Action item:
Word for word, restate each of the entries below, and drop every picture.

***** Materials provided *****

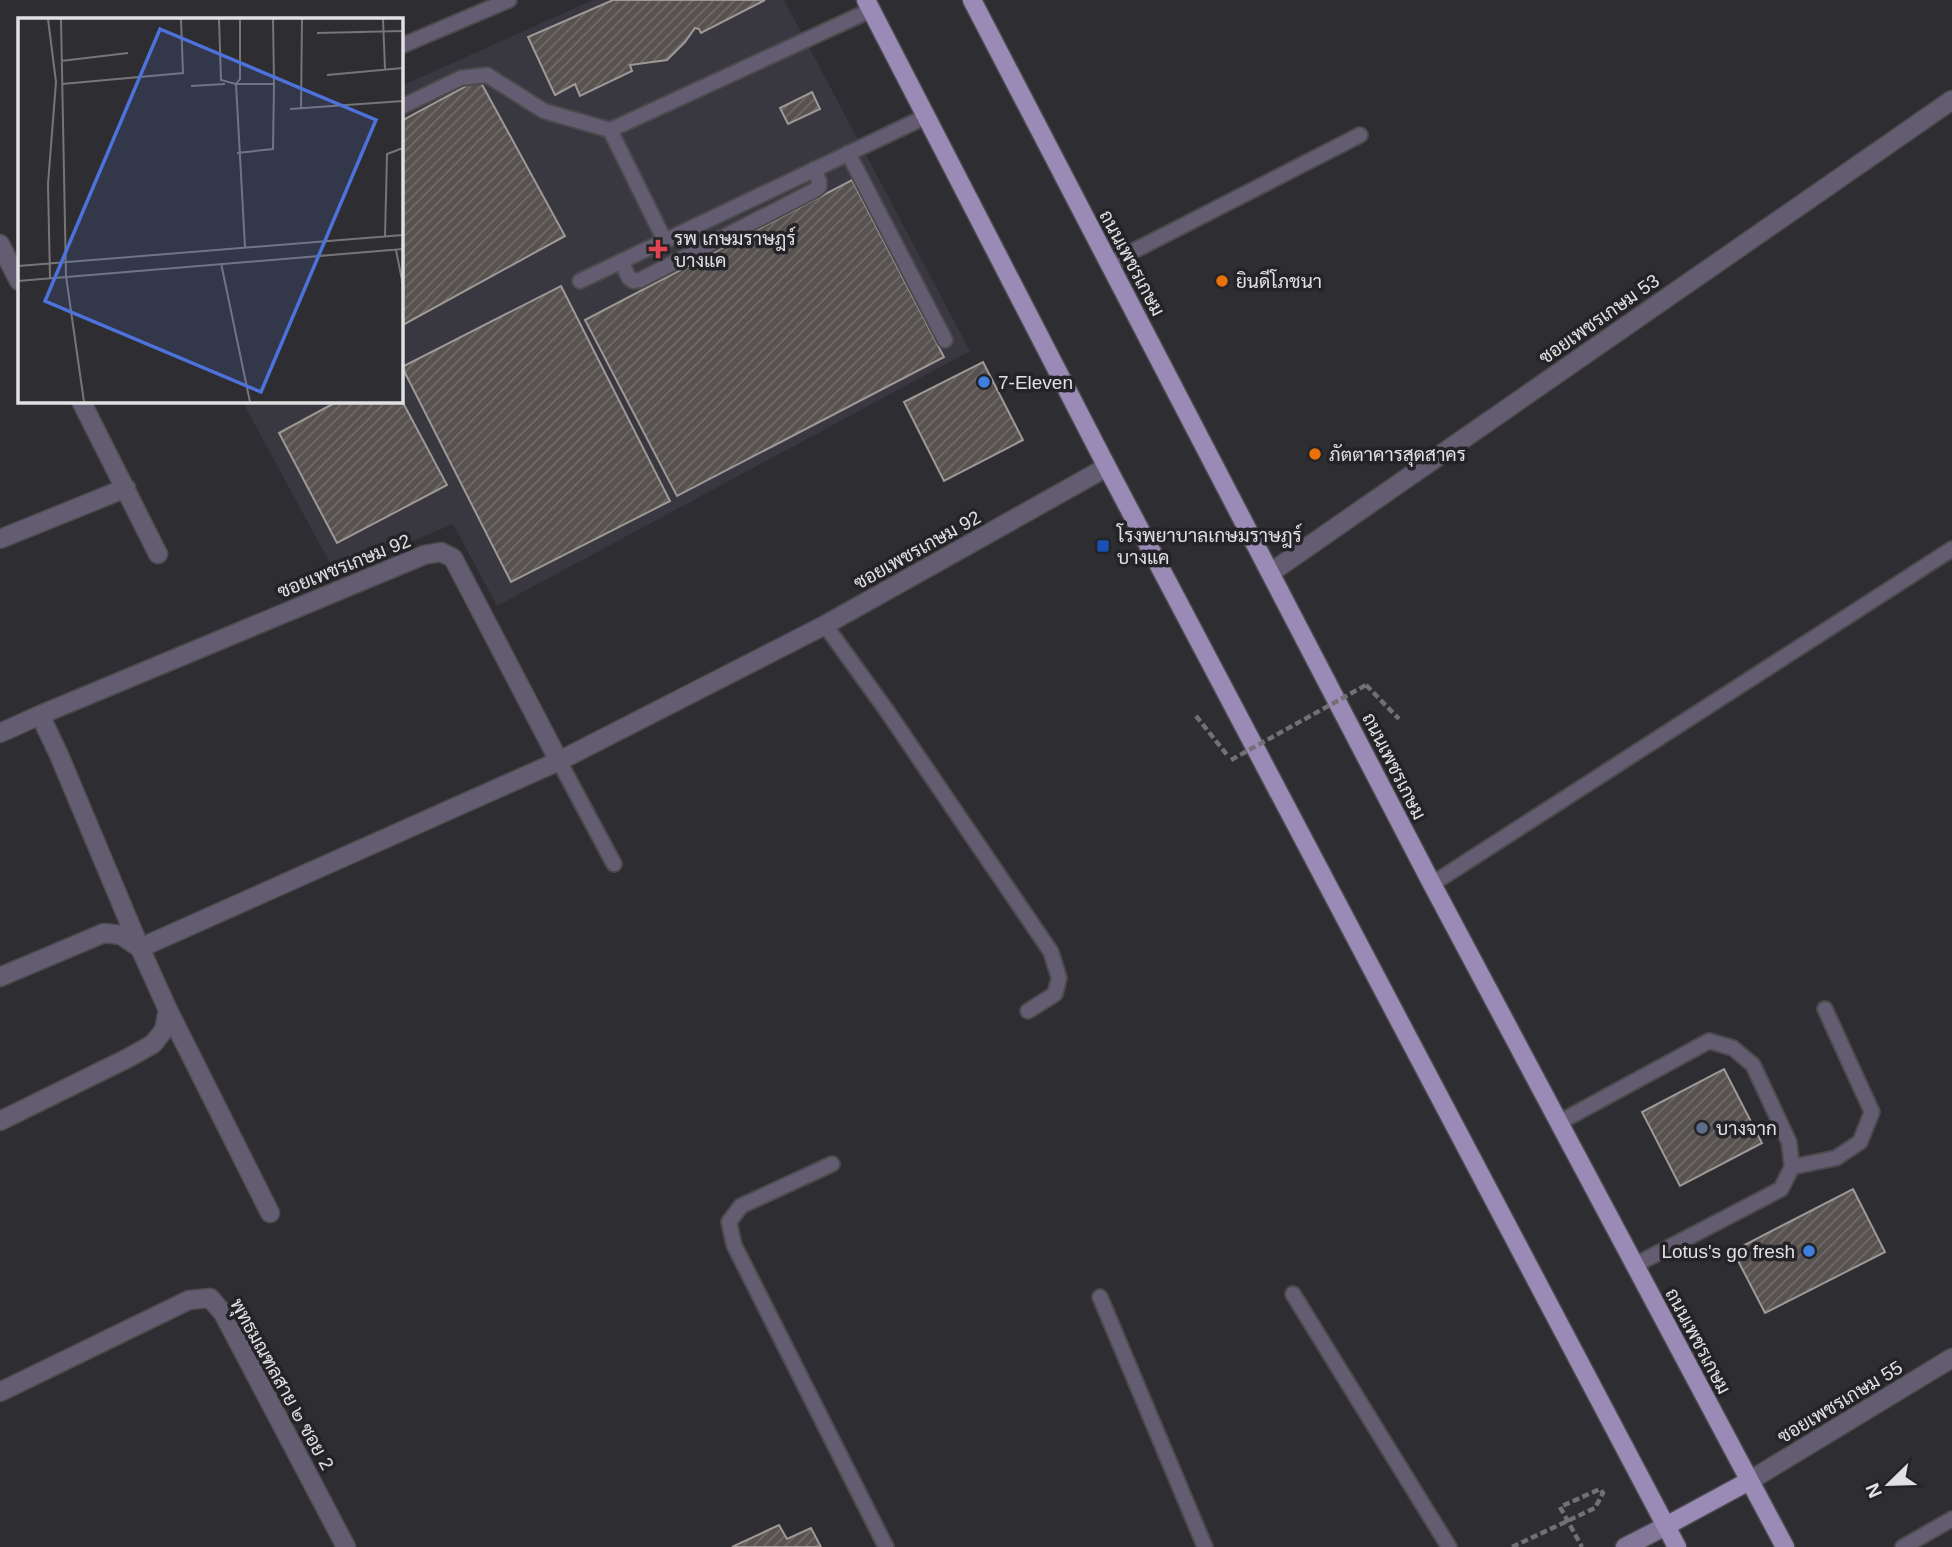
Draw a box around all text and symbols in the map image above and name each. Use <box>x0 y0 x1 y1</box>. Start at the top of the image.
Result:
inset map <box>18 18 402 402</box>
street label: ถนนเพชรเกษม <box>1095 206 1169 320</box>
place label: รพ เกษมราษฎร์ บางแค <box>674 226 796 271</box>
marker: รพ เกษมราษฎร์ บางแค <box>648 239 668 259</box>
place label: ยินดีโภชนา <box>1236 269 1322 292</box>
street label: ซอยเพชรเกษม 53 <box>1535 270 1663 368</box>
marker: ยินดีโภชนา <box>1214 273 1230 289</box>
place label: 7-Eleven <box>998 372 1073 393</box>
marker: 7-Eleven <box>976 374 992 390</box>
place label: ภัตตาคารสุดสาคร <box>1329 444 1466 467</box>
marker: ภัตตาคารสุดสาคร <box>1307 446 1323 462</box>
street label: ซอยเพชรเกษม 92 <box>850 506 984 594</box>
place label: โรงพยาบาลเกษมราษฎร์ บางแค <box>1116 523 1302 568</box>
street label: ซอยเพชรเกษม 92 <box>274 530 414 602</box>
marker: โรงพยาบาลเกษมราษฎร์ บางแค <box>1095 538 1111 554</box>
street label: ถนนเพชรเกษม <box>1358 709 1430 823</box>
place label: บางจาก <box>1716 1118 1777 1139</box>
marker: บางจาก <box>1694 1120 1710 1136</box>
place label: Lotus's go fresh <box>1661 1241 1795 1262</box>
marker: Lotus's go fresh <box>1801 1243 1817 1259</box>
street label: ถนนเพชรเกษม <box>1661 1284 1735 1398</box>
street label: พุทธมณฑลสาย ๒ ซอย 2 <box>224 1295 338 1474</box>
street label: ซอยเพชรเกษม 55 <box>1774 1356 1906 1448</box>
north arrow <box>1854 1449 1924 1519</box>
text: N <box>1861 1480 1886 1501</box>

*****

Solved exercise:
Draw a box around all text and symbols in the map image above and name each. Use <box>x0 y0 x1 y1</box>. Start at the top of the image.
Result:
inset map <box>18 18 402 402</box>
street label: ถนนเพชรเกษม <box>1095 206 1169 320</box>
place label: รพ เกษมราษฎร์ บางแค <box>674 226 796 271</box>
marker: รพ เกษมราษฎร์ บางแค <box>648 239 668 259</box>
place label: ยินดีโภชนา <box>1236 269 1322 292</box>
street label: ซอยเพชรเกษม 53 <box>1535 270 1663 368</box>
marker: ยินดีโภชนา <box>1214 273 1230 289</box>
place label: 7-Eleven <box>998 372 1073 393</box>
marker: 7-Eleven <box>976 374 992 390</box>
place label: ภัตตาคารสุดสาคร <box>1329 444 1466 467</box>
marker: ภัตตาคารสุดสาคร <box>1307 446 1323 462</box>
street label: ซอยเพชรเกษม 92 <box>850 506 984 594</box>
place label: โรงพยาบาลเกษมราษฎร์ บางแค <box>1116 523 1302 568</box>
street label: ซอยเพชรเกษม 92 <box>274 530 414 602</box>
marker: โรงพยาบาลเกษมราษฎร์ บางแค <box>1095 538 1111 554</box>
street label: ถนนเพชรเกษม <box>1358 709 1430 823</box>
place label: บางจาก <box>1716 1118 1777 1139</box>
marker: บางจาก <box>1694 1120 1710 1136</box>
place label: Lotus's go fresh <box>1661 1241 1795 1262</box>
marker: Lotus's go fresh <box>1801 1243 1817 1259</box>
street label: ถนนเพชรเกษม <box>1661 1284 1735 1398</box>
street label: พุทธมณฑลสาย ๒ ซอย 2 <box>224 1295 338 1474</box>
street label: ซอยเพชรเกษม 55 <box>1774 1356 1906 1448</box>
north arrow <box>1854 1449 1924 1519</box>
text: N <box>1861 1480 1886 1501</box>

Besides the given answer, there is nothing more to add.